• _Exercise description_
Extract, exactly as written, each line from the start of the records below to the line containing "position:absolute; right:24px; bottom:24px;", both ends included; drop the pictures.

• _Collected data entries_
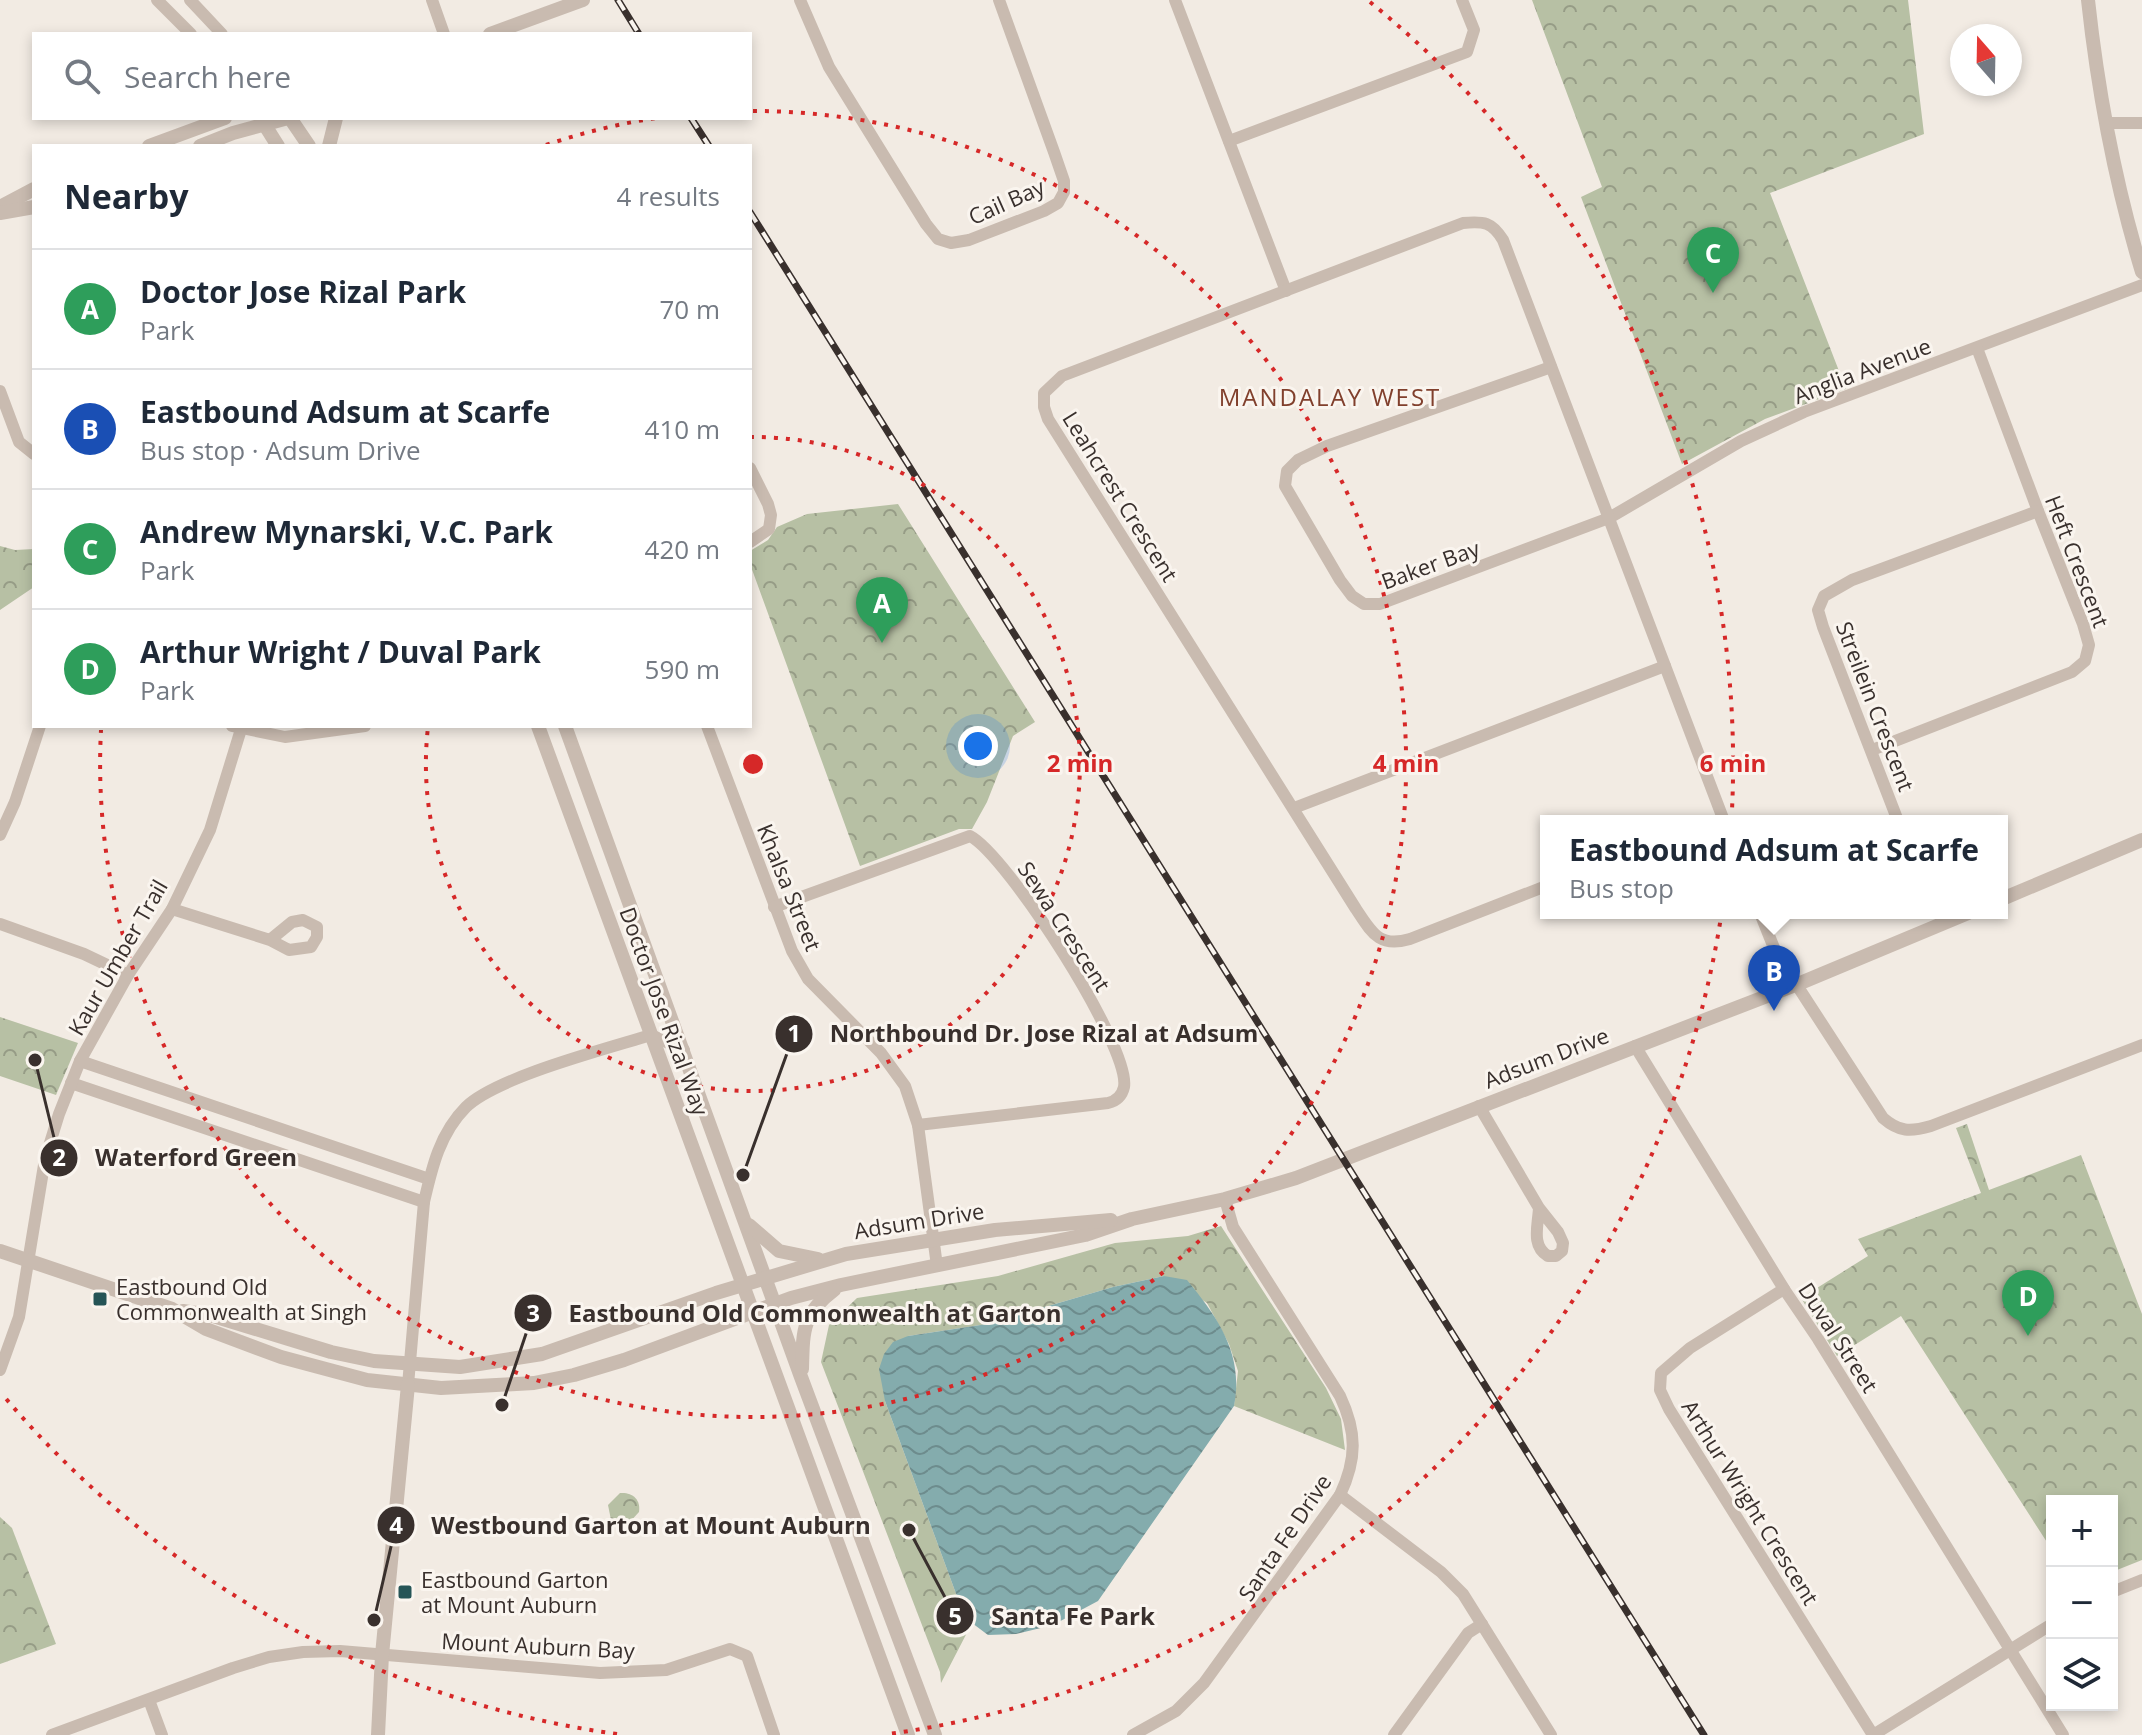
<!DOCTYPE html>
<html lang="en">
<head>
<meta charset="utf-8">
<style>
  :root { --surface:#fff; --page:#f2f2f3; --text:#1f2937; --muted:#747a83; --line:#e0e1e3; --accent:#265557 }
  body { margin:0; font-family:"Open Sans",sans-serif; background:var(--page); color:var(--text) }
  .controls { position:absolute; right:24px; bottom:24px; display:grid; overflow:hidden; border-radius:0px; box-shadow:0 4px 12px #0003 }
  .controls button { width:72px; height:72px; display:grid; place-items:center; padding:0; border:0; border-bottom:2px solid var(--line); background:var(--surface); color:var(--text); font:40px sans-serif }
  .compass { position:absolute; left:1950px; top:24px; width:72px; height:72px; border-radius:50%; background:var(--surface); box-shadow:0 4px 12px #0003; rotate:340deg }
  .you { position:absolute; left:978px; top:746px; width:28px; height:28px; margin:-20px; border:6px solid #fff; border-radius:50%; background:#1a73e8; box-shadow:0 0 0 12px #1a73e833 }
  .badge { display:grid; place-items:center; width:52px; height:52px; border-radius:50%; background:var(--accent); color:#fff; font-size:26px; font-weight:700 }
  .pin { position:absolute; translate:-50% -66px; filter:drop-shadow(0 2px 4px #0008) }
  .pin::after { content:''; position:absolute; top:42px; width:28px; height:24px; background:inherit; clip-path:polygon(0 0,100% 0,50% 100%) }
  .popup { position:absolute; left:1540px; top:815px; width:468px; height:104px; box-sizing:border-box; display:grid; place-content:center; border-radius:0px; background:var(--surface); filter:drop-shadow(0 2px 6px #0005); font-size:26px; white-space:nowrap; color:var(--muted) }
  .popup b { font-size:30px; color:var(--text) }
  .popup::after { content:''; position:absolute; left:50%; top:100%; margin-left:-16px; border:16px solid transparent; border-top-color:var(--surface) }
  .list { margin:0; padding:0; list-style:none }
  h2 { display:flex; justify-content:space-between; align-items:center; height:104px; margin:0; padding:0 32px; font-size:34px }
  h2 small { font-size:26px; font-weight:400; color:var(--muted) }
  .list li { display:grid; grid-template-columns:52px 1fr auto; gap:24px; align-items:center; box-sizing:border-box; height:120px; padding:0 32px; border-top:2px solid var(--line) }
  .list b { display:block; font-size:30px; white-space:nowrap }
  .list p { margin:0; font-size:26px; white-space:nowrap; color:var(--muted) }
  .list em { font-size:26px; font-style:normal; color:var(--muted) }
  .icon { flex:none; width:44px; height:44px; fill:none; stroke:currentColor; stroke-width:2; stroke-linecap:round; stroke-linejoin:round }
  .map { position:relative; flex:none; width:2142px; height:1735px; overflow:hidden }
  .search { position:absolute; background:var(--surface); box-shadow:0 4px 12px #0003; left:32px; top:32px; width:720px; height:88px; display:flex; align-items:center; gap:20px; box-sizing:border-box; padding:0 28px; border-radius:0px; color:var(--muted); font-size:30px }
  .panel { position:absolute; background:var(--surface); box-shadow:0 4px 12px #0003; left:32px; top:144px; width:720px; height:584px; border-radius:0px }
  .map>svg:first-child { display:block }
</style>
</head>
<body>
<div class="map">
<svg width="2142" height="1735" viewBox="0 0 2142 1735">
  <defs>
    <pattern id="park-crowns" width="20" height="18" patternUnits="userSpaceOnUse" patternTransform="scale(2)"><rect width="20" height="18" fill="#b7c0a4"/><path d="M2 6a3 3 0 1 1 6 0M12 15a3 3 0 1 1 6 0" fill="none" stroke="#969c86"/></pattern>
    <pattern id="water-waves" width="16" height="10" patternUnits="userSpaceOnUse" patternTransform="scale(2)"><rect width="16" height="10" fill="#84acad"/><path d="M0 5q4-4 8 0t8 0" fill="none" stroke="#6d8c8d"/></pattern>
  </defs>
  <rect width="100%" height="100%" fill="#f2ebe3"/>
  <!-- park -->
  <g fill="url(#park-crowns)">
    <path d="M1532,0H1908L1924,134L1770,193L1846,389L1765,419L1682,464L1581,197L1602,187Z"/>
    <path d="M898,504L1035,722L1013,736L987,802L972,829H959L860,866L750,564V551L768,540L777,527L807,514Z"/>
    <path d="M0,546L15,550L34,549V587L0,610Z"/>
    <path d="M0,1017L78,1043L56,1095L0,1076Z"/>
    <path d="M1967,1124L1989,1190L2081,1155L2142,1314V1560L2112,1572V1501H2052V1550L1901,1316L1837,1356L1801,1298L1868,1256L1858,1239L1981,1193L1956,1128Z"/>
    <path d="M1221,1226L1326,1388L1341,1419L1345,1450L1234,1406L1238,1371L1229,1344L1207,1303L1164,1276L1113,1287L987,1324L908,1336L885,1401L962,1610L972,1623L941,1683L940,1672L821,1362L829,1325L857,1298L998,1276L1115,1243L1188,1236Z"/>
    <path d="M620,1493C632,1492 641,1499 639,1512L629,1523L612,1525L608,1505Z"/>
    <path d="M0,1517L12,1528L56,1644L0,1664Z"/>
  </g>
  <!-- water -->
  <path fill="url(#water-waves)" d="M1164,1276L1187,1280C1219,1319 1244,1355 1234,1406L1098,1601L1053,1625L1016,1634L988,1635L972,1623L962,1610L885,1401L879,1369L884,1354L893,1342L908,1336L987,1324L1113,1287Z"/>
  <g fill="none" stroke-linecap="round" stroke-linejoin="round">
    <!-- minor -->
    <g stroke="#c9bbb0" stroke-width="12">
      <path d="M157,0L191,34"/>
      <path d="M190,0L222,34"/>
      <path d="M432,0L444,34"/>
      <path d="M800,0L829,67L926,224L938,239L951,243L969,240L1044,211L1058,203L1064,192V181L1054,152L999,0"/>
      <path d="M1175,0L1286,291"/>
      <path d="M2106,123H2142"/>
      <path d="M1229,141L1467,52L1474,30L1462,0"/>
      <path d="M1551,367L1327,446L1298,460L1287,471L1285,486L1340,580L1352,596L1364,604H1380L1609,518L1741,441L1804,412L2142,285"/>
      <path d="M0,391L19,442L34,454"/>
      <path d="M750,468L768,504L771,515L769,529L750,542"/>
      <path d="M232,726L285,737L365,726"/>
      <path d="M707,726L792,951L808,979L881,1053L905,1086L918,1125L937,1266"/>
      <path d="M1872,750L2072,672L2085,661L2089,645L2083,624L2038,511L1977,348"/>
      <path d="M1294,808L1665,666"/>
      <path d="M1898,821L1823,627L1818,610L1824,596L1852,580L2038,511"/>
      <path d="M0,835L15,802L40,726"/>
      <path d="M1546,886L1410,939C1379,948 1372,933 1356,909L1048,419L1044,407V393L1062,376L1463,223C1484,221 1492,222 1503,240L1724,821"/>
      <path d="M774,907L970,836C1007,855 1131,1047 1124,1087C1122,1096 1116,1101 1108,1103L918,1125"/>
      <path d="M172,909L270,940L289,950L311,947L317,937V927L303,920L292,922L270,940"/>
      <path d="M1760,913L1776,953L1883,1118C1899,1132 1910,1132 1931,1126L2142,1045"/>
      <path d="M0,924L84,954L128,975"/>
      <path d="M1635,1046L1784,1289L1818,1339L2063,1735"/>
      <path d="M80,1061L429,1179"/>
      <path d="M71,1083L424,1202"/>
      <path d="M1479,1106L1539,1208L1558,1232L1563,1243L1562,1251L1556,1256H1548C1531,1246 1538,1226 1539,1208"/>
      <path d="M1784,1289L1690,1348L1661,1373L1660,1390L1669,1409L1873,1735"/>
      <path d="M0,1370L19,1317L45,1159L59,1114L80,1061L128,975L172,909L210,830L242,726"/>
      <path d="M408,1385L424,1202C432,1167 440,1133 466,1107C497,1077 606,1049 651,1035L684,1050"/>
      <path d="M1340,1495L1441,1572L1463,1594L1551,1735"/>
      <path d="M2112,1592L2142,1580"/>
      <path d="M149,1700L162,1735"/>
      <path d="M52,1735L233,1668L269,1657L303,1652L340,1651L600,1673L666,1670L730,1649L747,1656L774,1735"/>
      <path d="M1133,1735L1176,1711L1204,1683L1340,1495C1357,1459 1357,1432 1340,1396L1233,1227L1225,1199"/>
      <path d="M1394,1735L1468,1633L1482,1624"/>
      <path d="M1873,1735L2052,1624"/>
    </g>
    <!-- tertiary -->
    <g stroke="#c9bbb0" stroke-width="14">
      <path d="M2088,0C2098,92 2115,183 2142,272"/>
      <path d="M490,34L583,0"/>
      <path d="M290,118L309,146"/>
      <path d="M261,119L278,146"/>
      <path d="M149,146L225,118"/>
      <path d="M200,146L233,133L288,118"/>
      <path d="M329,146L336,118"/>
      <path d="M0,207L34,189"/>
      <path d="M0,213L34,207"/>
      <path d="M538,726L908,1735"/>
      <path d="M565,726L801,1377L935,1735"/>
      <path d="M2002,899L2142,840"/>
      <path d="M749,1225L779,1251L818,1259"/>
      <path d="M0,1251L172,1309L206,1329L281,1357L367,1380L441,1388L534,1383L574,1375L624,1360L791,1298L841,1285L1085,1235L1132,1219L1225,1199L1296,1178L1798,984L1968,913"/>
      <path d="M183,1311L210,1315L331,1352L374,1361L460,1367L542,1354L716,1293L846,1254L995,1230L1111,1220"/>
      <path d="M802,1369C803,1331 802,1314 834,1290"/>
      <path d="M378,1735L382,1655L408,1385"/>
    </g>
    <!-- rail casing -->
    <g stroke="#39302d" stroke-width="7">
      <g id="rail">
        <path d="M618,0L639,34"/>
        <path d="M691,118L709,146"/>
        <path d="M750,212L1704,1735"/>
      </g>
    </g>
    <!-- rail -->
    <use href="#rail" stroke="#faf5ef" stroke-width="4" stroke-dasharray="12" stroke-linecap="butt"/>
  </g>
  <!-- distance rings -->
  <g fill="none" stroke="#d62828" stroke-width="4" stroke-dasharray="4 8">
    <path d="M750 437A327 327 0 1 1 428 727"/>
    <path d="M546 145A653 653 0 0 1 656 118M753 111A653 653 0 1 1 101 730"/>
    <path d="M617 1734A980 980 0 0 1 2 1394M1370 2A980 980 0 0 1 889 1734"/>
  </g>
  <!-- markers -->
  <g fill="#265557" stroke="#faf5ef" stroke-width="3">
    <rect x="92" y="1291" width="16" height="16" rx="4"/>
    <rect x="397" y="1584" width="16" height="16" rx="4"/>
  </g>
  <g text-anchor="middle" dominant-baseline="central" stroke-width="6" stroke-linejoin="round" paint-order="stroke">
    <!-- street labels -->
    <g font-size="22" fill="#39302d" stroke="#faf5ef">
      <text transform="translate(1006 201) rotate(-24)">Cail Bay</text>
      <text transform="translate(1862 370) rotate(-21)">Anglia Avenue</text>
      <text transform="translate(1121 496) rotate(58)">Leahcrest Crescent</text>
      <text transform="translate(2078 561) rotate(69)">Heft Crescent</text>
      <text transform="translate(1430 564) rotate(-20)">Baker Bay</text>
      <text transform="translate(1876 706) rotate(69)">Streilein Crescent</text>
      <text transform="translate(790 887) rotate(68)">Khalsa Street</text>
      <text transform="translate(1065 926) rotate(57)">Sewa Crescent</text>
      <text transform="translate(117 957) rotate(-60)">Kaur Umber Trail</text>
      <text transform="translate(665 1011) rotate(70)">Doctor Jose Rizal Way</text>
      <text transform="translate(1546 1057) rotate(-21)">Adsum Drive</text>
      <text transform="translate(919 1220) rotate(-9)">Adsum Drive</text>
      <text transform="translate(1839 1337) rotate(57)">Duval Street</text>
      <text transform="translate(1751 1502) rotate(58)">Arthur Wright Crescent</text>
      <text transform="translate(1284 1537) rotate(-56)">Santa Fe Drive</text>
      <text transform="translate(538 1645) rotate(3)">Mount Auburn Bay</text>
    </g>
    <!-- poi labels -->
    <g font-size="22" fill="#39302d" stroke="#faf5ef" text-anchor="start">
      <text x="116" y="1286">Eastbound Old<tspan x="116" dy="25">Commonwealth at Singh</tspan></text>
      <text x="421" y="1579">Eastbound Garton<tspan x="421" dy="25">at Mount Auburn</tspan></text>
    </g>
    <!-- neighbourhood labels -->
    <g font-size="24" letter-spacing="2" fill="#81402d" stroke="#faf5ef">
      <text x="1330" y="396">MANDALAY WEST</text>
    </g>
  </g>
  <circle cx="753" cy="764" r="12" fill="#d62828" stroke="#faf5ef" stroke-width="4"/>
  <g font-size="24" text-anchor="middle" font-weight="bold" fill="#d62828" stroke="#faf5ef" stroke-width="6" stroke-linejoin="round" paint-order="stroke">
    <text x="1080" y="772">2 min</text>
    <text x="1406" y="772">4 min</text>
    <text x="1733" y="772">6 min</text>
  </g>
  <!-- callouts -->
  <path fill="none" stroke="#39302d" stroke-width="3" d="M743 1175L794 1034M35 1060L59 1158M502 1405L533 1313M374 1620L396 1525M909 1530L955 1616"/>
  <g fill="#39302d" stroke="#faf5ef" stroke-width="3">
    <circle cx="743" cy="1175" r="8"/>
    <circle cx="35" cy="1060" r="8"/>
    <circle cx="502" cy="1405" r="8"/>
    <circle cx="374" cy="1620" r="8"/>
    <circle cx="909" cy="1530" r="8"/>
    <circle cx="794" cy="1034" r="20"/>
    <circle cx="59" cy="1158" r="20"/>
    <circle cx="533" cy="1313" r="20"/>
    <circle cx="396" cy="1525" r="20"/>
    <circle cx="955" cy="1616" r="20"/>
  </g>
  <g font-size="24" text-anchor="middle" font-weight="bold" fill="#fff">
    <text x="794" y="1042">1</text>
    <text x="59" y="1166">2</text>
    <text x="533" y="1322">3</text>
    <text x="396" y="1534">4</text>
    <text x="955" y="1625">5</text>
  </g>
  <g font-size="24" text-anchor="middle" font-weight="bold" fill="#39302d" stroke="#faf5ef" stroke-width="6" stroke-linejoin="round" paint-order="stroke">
    <text x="1044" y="1042">Northbound Dr. Jose Rizal at Adsum</text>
    <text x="196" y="1166">Waterford Green</text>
    <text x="815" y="1322">Eastbound Old Commonwealth at Garton</text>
    <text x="651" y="1534">Westbound Garton at Mount Auburn</text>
    <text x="1073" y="1625">Santa Fe Park</text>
  </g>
</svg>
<div class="controls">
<button>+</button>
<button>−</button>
<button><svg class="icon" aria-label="layers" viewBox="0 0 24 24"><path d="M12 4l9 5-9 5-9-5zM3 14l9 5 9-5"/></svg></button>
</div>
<svg class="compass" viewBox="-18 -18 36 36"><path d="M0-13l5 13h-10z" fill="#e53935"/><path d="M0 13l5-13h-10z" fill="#747a83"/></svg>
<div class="you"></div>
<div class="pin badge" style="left:882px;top:643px;background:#2e9e5b">A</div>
<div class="pin badge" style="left:1774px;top:1011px;background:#1a4fb4">B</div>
<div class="popup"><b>Eastbound Adsum at Scarfe</b>Bus stop</div>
<div class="pin badge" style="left:1713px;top:293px;background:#2e9e5b">C</div>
<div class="pin badge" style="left:2028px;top:1336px;background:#2e9e5b">D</div>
<div class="search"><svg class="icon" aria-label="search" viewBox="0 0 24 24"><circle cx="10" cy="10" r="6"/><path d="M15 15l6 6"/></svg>Search here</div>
<section class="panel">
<h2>Nearby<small>4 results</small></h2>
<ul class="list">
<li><span class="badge" style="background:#2e9e5b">A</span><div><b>Doctor Jose Rizal Park</b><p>Park</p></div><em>70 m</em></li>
<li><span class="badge" style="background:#1a4fb4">B</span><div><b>Eastbound Adsum at Scarfe</b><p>Bus stop · Adsum Drive</p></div><em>410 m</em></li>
<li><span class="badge" style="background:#2e9e5b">C</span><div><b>Andrew Mynarski, V.C. Park</b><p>Park</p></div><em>420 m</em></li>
<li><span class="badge" style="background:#2e9e5b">D</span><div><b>Arthur Wright / Duval Park</b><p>Park</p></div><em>590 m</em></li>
</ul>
</section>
</div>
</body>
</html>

• _Solved exercise_
<!DOCTYPE html>
<html lang="en">
<head>
<meta charset="utf-8">
<style>
  :root { --surface:#fff; --page:#f2f2f3; --text:#1f2937; --muted:#747a83; --line:#e0e1e3; --accent:#265557 }
  body { margin:0; font-family:"Open Sans",sans-serif; background:var(--page); color:var(--text) }
  .controls { position:absolute; right:24px; bottom:24px; display:grid; overflow:hidden; border-radius:0px; box-shadow:0 4px 12px #0003 }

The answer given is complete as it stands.